As afirmações de Marina não vieram em vão, já que recentemente o presidente fez uma declaração para discutir sobre a situação da Amazônia, dizendo que indígenas e caboclos são responsáveis por uma “parte considerável” do desmatamento, além de fazer uma constatação infundada sobre a fertilidade do solo nas florestas amazônicas, que segundo ele poderiam se reconstituir sozinhas após a exploração.

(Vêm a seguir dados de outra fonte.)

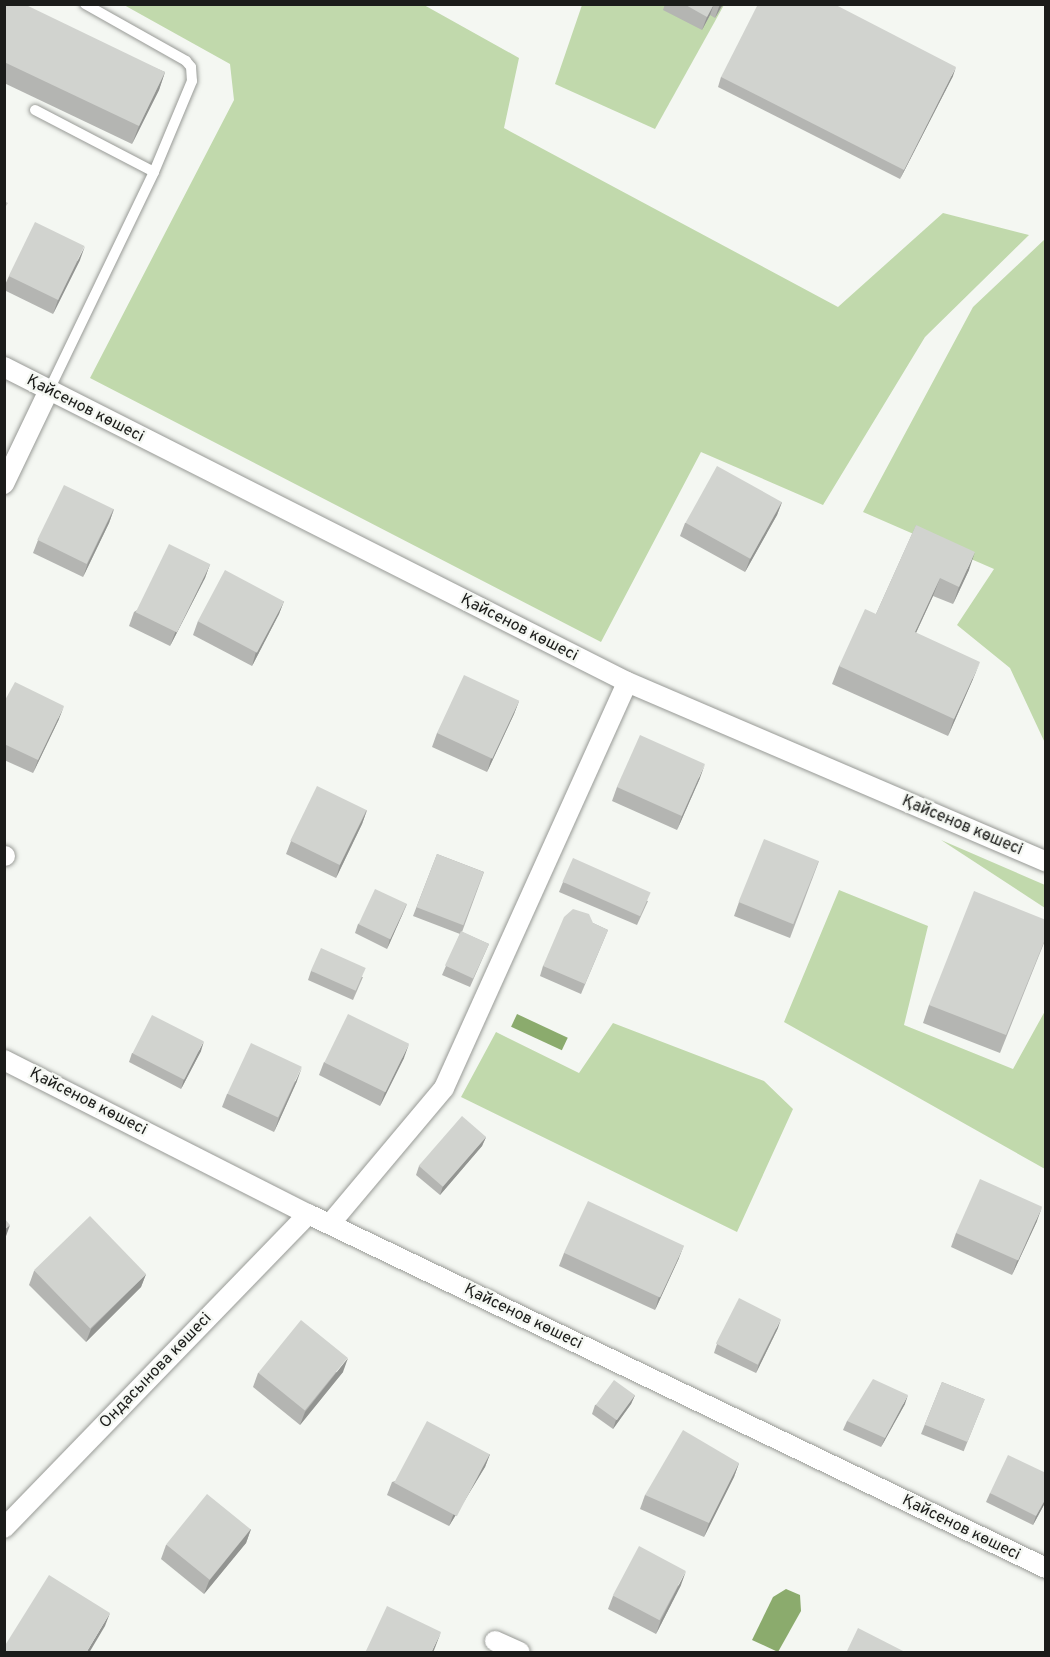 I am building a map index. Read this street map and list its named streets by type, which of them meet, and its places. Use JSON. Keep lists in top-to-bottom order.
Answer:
{
  "streets": {
    "street": ["Қайсенов көшесі", "Ондасынова көшесі"]
  },
  "crossings": [
    ["Қайсенов көшесі", "Ондасынова көшесі"]
  ]
}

“A Amazônia não tem um solo fértil a princípio. Por ser uma floresta densa, a fauna e a vegetação, graças à umidade, criam uma camada de nutrientes para esse solo. Mas é uma camada fina. Aquilo tudo vai embora com as chuvas torrenciais da Amazônia e também com as queimadas", explicou Marina Silva, repudiando as afirmações errôneas de Bolsonaro. “O que vai nascer ali de novo, depois de anos, é uma floresta secundária, de riqueza muito inferior à floresta primária”, prosseguiu, quebrando a teoria de que floresta pode se regenerar magicamente somente com a fertilidade natural do solo.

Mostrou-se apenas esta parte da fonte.